→ **Work task**
Could you reproduce all of the following entries exactly?

→ **Available records**
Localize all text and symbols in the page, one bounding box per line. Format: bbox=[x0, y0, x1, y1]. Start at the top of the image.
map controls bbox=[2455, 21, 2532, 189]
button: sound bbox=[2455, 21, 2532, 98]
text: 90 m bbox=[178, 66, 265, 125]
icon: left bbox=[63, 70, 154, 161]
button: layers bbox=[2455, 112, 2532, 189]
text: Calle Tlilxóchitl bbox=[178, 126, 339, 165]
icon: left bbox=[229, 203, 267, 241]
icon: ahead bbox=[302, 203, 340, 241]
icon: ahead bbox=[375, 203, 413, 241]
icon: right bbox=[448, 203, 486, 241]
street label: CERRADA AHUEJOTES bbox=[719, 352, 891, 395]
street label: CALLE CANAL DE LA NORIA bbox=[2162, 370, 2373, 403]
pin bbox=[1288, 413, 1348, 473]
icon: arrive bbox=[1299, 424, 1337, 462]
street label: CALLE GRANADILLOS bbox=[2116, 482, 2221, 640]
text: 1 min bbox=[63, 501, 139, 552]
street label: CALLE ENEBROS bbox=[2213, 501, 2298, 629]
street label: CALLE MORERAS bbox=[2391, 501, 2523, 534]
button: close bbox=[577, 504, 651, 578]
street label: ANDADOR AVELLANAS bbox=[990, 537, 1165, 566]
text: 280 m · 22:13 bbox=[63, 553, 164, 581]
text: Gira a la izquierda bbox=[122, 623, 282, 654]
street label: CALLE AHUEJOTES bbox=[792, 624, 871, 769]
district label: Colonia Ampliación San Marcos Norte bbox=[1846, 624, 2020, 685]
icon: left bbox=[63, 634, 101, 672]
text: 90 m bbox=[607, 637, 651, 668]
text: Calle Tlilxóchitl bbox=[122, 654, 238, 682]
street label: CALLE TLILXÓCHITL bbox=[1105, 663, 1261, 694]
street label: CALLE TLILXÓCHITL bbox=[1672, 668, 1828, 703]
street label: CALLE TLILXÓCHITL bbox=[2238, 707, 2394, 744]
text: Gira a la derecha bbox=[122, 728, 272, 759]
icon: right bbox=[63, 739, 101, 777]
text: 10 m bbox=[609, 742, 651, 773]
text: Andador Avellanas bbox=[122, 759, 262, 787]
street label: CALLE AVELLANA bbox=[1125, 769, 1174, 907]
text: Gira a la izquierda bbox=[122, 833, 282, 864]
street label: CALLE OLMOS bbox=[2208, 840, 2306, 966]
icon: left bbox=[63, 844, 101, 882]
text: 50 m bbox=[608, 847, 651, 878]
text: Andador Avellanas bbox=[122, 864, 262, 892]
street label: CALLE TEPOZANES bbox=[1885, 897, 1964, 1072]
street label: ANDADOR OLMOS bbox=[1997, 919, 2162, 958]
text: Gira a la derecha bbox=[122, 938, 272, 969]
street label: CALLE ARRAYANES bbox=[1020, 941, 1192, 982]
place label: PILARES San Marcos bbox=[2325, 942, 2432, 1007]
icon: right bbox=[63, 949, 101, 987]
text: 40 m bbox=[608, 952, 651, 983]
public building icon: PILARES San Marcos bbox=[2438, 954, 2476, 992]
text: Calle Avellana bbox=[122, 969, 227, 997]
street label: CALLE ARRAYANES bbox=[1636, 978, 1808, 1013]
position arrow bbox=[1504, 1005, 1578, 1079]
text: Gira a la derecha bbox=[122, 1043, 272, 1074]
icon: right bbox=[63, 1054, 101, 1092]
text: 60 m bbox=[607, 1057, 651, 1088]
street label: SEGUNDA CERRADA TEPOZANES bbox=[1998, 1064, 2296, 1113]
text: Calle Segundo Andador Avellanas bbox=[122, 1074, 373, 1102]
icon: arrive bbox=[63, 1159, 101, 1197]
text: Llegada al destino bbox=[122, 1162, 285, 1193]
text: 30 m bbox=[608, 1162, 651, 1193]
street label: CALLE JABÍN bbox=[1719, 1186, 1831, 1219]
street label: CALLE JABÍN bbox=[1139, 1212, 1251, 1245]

→ **Written response**
Localize all text and symbols in the page, one bounding box per line. Format: bbox=[x0, y0, x1, y1]. Start at the top of the image.
map controls bbox=[2455, 21, 2532, 189]
button: sound bbox=[2455, 21, 2532, 98]
text: 90 m bbox=[178, 66, 265, 125]
icon: left bbox=[63, 70, 154, 161]
button: layers bbox=[2455, 112, 2532, 189]
text: Calle Tlilxóchitl bbox=[178, 126, 339, 165]
icon: left bbox=[229, 203, 267, 241]
icon: ahead bbox=[302, 203, 340, 241]
icon: ahead bbox=[375, 203, 413, 241]
icon: right bbox=[448, 203, 486, 241]
street label: CERRADA AHUEJOTES bbox=[719, 352, 891, 395]
street label: CALLE CANAL DE LA NORIA bbox=[2162, 370, 2373, 403]
pin bbox=[1288, 413, 1348, 473]
icon: arrive bbox=[1299, 424, 1337, 462]
street label: CALLE GRANADILLOS bbox=[2116, 482, 2221, 640]
text: 1 min bbox=[63, 501, 139, 552]
street label: CALLE ENEBROS bbox=[2213, 501, 2298, 629]
street label: CALLE MORERAS bbox=[2391, 501, 2523, 534]
button: close bbox=[577, 504, 651, 578]
street label: ANDADOR AVELLANAS bbox=[990, 537, 1165, 566]
text: 280 m · 22:13 bbox=[63, 553, 164, 581]
text: Gira a la izquierda bbox=[122, 623, 282, 654]
street label: CALLE AHUEJOTES bbox=[792, 624, 871, 769]
district label: Colonia Ampliación San Marcos Norte bbox=[1846, 624, 2020, 685]
icon: left bbox=[63, 634, 101, 672]
text: 90 m bbox=[607, 637, 651, 668]
text: Calle Tlilxóchitl bbox=[122, 654, 238, 682]
street label: CALLE TLILXÓCHITL bbox=[1105, 663, 1261, 694]
street label: CALLE TLILXÓCHITL bbox=[1672, 668, 1828, 703]
street label: CALLE TLILXÓCHITL bbox=[2238, 707, 2394, 744]
text: Gira a la derecha bbox=[122, 728, 272, 759]
icon: right bbox=[63, 739, 101, 777]
text: 10 m bbox=[609, 742, 651, 773]
text: Andador Avellanas bbox=[122, 759, 262, 787]
street label: CALLE AVELLANA bbox=[1125, 769, 1174, 907]
text: Gira a la izquierda bbox=[122, 833, 282, 864]
street label: CALLE OLMOS bbox=[2208, 840, 2306, 966]
icon: left bbox=[63, 844, 101, 882]
text: 50 m bbox=[608, 847, 651, 878]
text: Andador Avellanas bbox=[122, 864, 262, 892]
street label: CALLE TEPOZANES bbox=[1885, 897, 1964, 1072]
street label: ANDADOR OLMOS bbox=[1997, 919, 2162, 958]
text: Gira a la derecha bbox=[122, 938, 272, 969]
street label: CALLE ARRAYANES bbox=[1020, 941, 1192, 982]
place label: PILARES San Marcos bbox=[2325, 942, 2432, 1007]
icon: right bbox=[63, 949, 101, 987]
text: 40 m bbox=[608, 952, 651, 983]
public building icon: PILARES San Marcos bbox=[2438, 954, 2476, 992]
text: Calle Avellana bbox=[122, 969, 227, 997]
street label: CALLE ARRAYANES bbox=[1636, 978, 1808, 1013]
position arrow bbox=[1504, 1005, 1578, 1079]
text: Gira a la derecha bbox=[122, 1043, 272, 1074]
icon: right bbox=[63, 1054, 101, 1092]
text: 60 m bbox=[607, 1057, 651, 1088]
street label: SEGUNDA CERRADA TEPOZANES bbox=[1998, 1064, 2296, 1113]
text: Calle Segundo Andador Avellanas bbox=[122, 1074, 373, 1102]
icon: arrive bbox=[63, 1159, 101, 1197]
text: Llegada al destino bbox=[122, 1162, 285, 1193]
text: 30 m bbox=[608, 1162, 651, 1193]
street label: CALLE JABÍN bbox=[1719, 1186, 1831, 1219]
street label: CALLE JABÍN bbox=[1139, 1212, 1251, 1245]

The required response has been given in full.